I surfed the ABC news website this afternoon and clicked onto this headline: “China fights pollution: New environmental police squad to battle heavy smog”.

The article seemed a little threadbare. When this occurs I search further and ideally for an article in the country relevant to the article, I like to get more details this way. I decided to try something different today and scanned the headline blurbs on the first Google page, and I noticed that all of the articles, bar two, started the same: “Officials in Beijing create a new environmental police squad in the latest effort to fight China’s persistent…”

The first one that differed was from The Indian Express, and it began with: ‘Beijing and dozens of cities in China spend many winter days under a thick, gray haze, with air pollution levels that…’

The second one was further down via the Deccan Chronicle and it began with‘Beijing will set up environmental police force to crackdown on erring factories and step up its supervision and enforce accountability in 16 districts to tackle the recurring pollution problem, officials said on Saturday’.

There was a bit more to the story than the basic Associated Press (AP) summaries that the media was reporting pretty much everywhere else in the news. In particular there was no mention of several other measures that were also announced at the same meeting, they included: ‘A target of cutting the use of coal by 30 percent in 2017 to shutting down 500 higher-polluting factories and upgrading 2,500 more. And about 300,000 high-pollution vehicles will also be restricted from entering the city starting next month’.

I also found an ABC news analysis that was posted around three hours later than the AP article, with the headline: “China’s air pollution crisis shows no sign of ending as nation fails to lower coal use”. It goes on to say:

“People are frustrated because air quality was improving in 2016 until coal production ramped up in September to service a mini stimulus package for heavy industries. Cheap coal has powered China’s economic miracle and still provides 70 per cent of the country’s energy. The Government is reluctant to wean itself off coal, fearing unemployment and unrest. In a rare display of anger, China’s rising middle class took to the Chinese social media website “wechat”, demanding the Government take action and protect the children of China.”

There is nothing in the analysis above to back this up in the article in the way of links, or footnotes unfortunately. The writer says further that:

“China’s addiction to coal shows no signs of slowing. China produces and consumes more coal that the rest of the world combined. In the winter its citizens use the most. Like many in northern China, Li Yuan said he had no choice but to burn coal to keep warm. He cannot afford electricity or gas — coal is a quarter of the price. “Using coal is not good. It’s dirty. You touch it and your hands get black,” he said.”

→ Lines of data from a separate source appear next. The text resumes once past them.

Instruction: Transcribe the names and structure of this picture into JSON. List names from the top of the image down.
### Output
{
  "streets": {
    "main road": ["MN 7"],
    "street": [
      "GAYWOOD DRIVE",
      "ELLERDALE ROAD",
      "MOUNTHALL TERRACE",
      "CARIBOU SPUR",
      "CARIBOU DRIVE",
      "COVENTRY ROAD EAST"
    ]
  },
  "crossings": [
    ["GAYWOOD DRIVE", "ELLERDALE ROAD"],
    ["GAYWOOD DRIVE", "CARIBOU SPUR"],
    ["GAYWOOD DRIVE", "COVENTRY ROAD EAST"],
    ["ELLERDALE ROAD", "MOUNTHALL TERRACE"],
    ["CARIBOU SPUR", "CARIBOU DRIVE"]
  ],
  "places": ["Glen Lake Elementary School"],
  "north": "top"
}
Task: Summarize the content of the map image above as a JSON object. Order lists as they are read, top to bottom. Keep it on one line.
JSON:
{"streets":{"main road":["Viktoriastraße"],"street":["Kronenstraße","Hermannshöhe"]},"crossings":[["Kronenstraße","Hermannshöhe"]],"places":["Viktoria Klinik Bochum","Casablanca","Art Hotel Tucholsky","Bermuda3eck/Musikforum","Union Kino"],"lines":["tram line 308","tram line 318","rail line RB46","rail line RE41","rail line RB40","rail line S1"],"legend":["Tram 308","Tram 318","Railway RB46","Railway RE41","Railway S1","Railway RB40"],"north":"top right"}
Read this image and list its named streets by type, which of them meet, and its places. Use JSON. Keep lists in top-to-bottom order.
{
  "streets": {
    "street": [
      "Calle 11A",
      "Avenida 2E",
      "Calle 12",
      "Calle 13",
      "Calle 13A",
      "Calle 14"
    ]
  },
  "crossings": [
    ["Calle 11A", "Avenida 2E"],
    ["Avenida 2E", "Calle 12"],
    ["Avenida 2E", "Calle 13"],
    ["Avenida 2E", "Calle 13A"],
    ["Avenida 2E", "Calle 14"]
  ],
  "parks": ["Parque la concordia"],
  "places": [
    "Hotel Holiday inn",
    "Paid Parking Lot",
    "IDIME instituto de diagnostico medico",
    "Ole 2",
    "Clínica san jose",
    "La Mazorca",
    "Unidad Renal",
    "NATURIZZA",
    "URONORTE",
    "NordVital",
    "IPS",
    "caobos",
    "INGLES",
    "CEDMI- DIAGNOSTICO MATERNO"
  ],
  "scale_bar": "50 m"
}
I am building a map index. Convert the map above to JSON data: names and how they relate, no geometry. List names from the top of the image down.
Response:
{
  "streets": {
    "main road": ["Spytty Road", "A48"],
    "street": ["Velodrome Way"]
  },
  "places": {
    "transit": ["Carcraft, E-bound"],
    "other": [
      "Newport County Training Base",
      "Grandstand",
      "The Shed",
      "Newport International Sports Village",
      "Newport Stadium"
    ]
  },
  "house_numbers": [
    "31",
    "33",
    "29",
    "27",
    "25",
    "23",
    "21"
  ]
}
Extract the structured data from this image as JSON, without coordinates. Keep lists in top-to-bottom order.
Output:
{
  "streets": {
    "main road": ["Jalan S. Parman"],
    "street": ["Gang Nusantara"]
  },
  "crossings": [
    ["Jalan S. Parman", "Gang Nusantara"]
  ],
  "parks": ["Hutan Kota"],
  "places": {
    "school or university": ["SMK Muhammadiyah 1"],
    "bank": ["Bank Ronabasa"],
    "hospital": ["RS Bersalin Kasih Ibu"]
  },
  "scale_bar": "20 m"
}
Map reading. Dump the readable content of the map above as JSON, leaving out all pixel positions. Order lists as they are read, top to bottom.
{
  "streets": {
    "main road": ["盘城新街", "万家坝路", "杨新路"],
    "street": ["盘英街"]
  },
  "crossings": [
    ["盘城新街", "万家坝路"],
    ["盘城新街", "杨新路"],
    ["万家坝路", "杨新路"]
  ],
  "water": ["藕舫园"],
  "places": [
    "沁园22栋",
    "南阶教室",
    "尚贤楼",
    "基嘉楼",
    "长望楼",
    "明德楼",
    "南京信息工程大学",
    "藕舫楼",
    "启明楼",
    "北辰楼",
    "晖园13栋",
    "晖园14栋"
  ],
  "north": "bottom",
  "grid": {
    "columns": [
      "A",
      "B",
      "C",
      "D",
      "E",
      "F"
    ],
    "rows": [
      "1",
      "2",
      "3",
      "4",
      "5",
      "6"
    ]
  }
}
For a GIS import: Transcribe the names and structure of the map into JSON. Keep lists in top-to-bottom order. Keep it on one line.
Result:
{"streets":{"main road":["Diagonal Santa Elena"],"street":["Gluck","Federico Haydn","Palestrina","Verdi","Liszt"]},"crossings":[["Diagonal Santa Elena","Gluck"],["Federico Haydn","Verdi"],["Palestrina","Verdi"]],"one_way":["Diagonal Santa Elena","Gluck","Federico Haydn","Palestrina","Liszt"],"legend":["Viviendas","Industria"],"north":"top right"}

What also isn’t included in any of the above articles is that China is also investing 2.5 trillion yuan, the equivalent of $US361 billion in renewable power generation by 2020. Fortune reports:

“The investment will create over 13 million jobs in the sector, the National Energy Administration (NEA) said in a blueprint document that lays out its plan to develop the nation’s energy sector during the five-year 2016 to 2020 period. The announcement comes only days after Beijing, the Chinese capital, and other cities in China’s industrial north-east were again engulfed in hazardous smog, caused largely by coal-fired power generation. The NEA said installed renewable power capacity including wind, hydro, solar and nuclear power will account for about half of new electricity generation by 2020.”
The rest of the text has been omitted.